With Father’s Day upon us, I thought I might indulge in a bit more personal commentary. As a senior, we all must deal with the issue of mortality. Whether it’s family members, friends, or our own. It was one year ago I lost my father. I still miss him terribly. He was my dad, teacher, confidant, and best friend. I could write forever about all I learned from him and our many experiences and adventures together. Perhaps someday, when the hurt lessens, I will put them all in a book. But if I learned one lesson from dad, it was to never take yourself or life too seriously. Watching over me now, I’m sure he’s troubled by how sad I get every time I think of him, but very pleased to know each of those times ends with a big smile.

Today I want to focus on Father’s Day from a father’s viewpoint. My viewpoint. I’ve told this tale many times. It begins with my beautiful and loving wife Trisha blessing our lives with three sons. The boys in turn have given us five precious grandchildren. I’m a lucky man. 

Here’s the story. When I was a young boy, I loved sports passionately, especially baseball. I practiced every day and just knew I would play professional baseball someday. Along the way, I also developed an interest for airplanes and flying. It created a dilemma. Then I set my life’s course. I would begin by playing professional baseball, and then launch my flying career. As time went on, I also got interested in communication and media. No problem. I would be a television sportscaster between flights.

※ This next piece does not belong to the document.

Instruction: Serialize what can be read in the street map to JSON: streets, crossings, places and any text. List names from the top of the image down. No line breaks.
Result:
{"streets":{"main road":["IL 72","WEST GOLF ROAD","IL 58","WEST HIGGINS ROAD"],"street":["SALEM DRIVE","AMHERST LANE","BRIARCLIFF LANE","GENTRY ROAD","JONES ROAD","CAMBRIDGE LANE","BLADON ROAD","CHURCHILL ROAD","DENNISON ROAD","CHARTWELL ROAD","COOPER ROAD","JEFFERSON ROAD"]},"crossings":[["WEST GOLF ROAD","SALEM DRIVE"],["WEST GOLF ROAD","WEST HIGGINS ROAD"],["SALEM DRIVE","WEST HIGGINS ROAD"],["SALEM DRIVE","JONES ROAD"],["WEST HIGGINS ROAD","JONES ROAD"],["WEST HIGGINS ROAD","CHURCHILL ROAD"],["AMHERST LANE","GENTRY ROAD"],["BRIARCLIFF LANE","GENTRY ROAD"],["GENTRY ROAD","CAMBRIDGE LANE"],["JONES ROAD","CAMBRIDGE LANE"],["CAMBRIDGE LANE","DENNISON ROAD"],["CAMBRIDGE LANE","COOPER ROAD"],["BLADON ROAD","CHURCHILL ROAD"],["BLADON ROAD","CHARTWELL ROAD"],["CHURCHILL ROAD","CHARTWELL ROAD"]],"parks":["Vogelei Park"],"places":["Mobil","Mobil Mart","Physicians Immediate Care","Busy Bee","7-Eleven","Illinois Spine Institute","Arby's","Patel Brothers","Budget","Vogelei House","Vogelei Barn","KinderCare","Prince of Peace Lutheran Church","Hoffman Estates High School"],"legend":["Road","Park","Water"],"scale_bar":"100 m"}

Well, that was the plan. I would simply combine my three passions. Of course, somewhere along the line, I learned young teenage girls liked guys who played guitar, so I learned to play guitar and formed a band. I also discovered I liked to write, water skiing, fishing, boating, traveling, and teaching. Yes, I pretty much liked everything I tried.

In fairness, I did continue to play baseball, and was playing on a professional team when an arm injury ended that part of my plan. I then went full time into  flying, but the Viet Nam war came along. Then as they say, life happened. After a long stint in the Air Force, I went back to school and decided to become a college professor. Was I disappointed. A bit. But I enjoyed every day of my vocation and never ever considered it work. It was a great career.

So, what’s the point of this tangled biography. Well, one day after our boys had become adults, I was getting acquainted with a new friend who was asking me about my family. He asked what my boys did for a living. I said, “Well, when Michael graduated from college he became a sportscaster and is now a sports producer, David got a business degree and has now become a commercial pilot, and Daniel was drafted and played professional baseball and now owns his own sports complex.” As I said the words, the hair stood up on the back of my neck. I realized the boys had done all the things I wanted to do when I was a kid. It was an incredible moment. On this Father’s Day, as a father, I want to salute my sons. Not so much because they chose professions I dreamed about, but because they each have a strong work ethic.  That makes me very proud. Thanks guys, I love you very much. 

Happy Father’s Day dad. We miss you.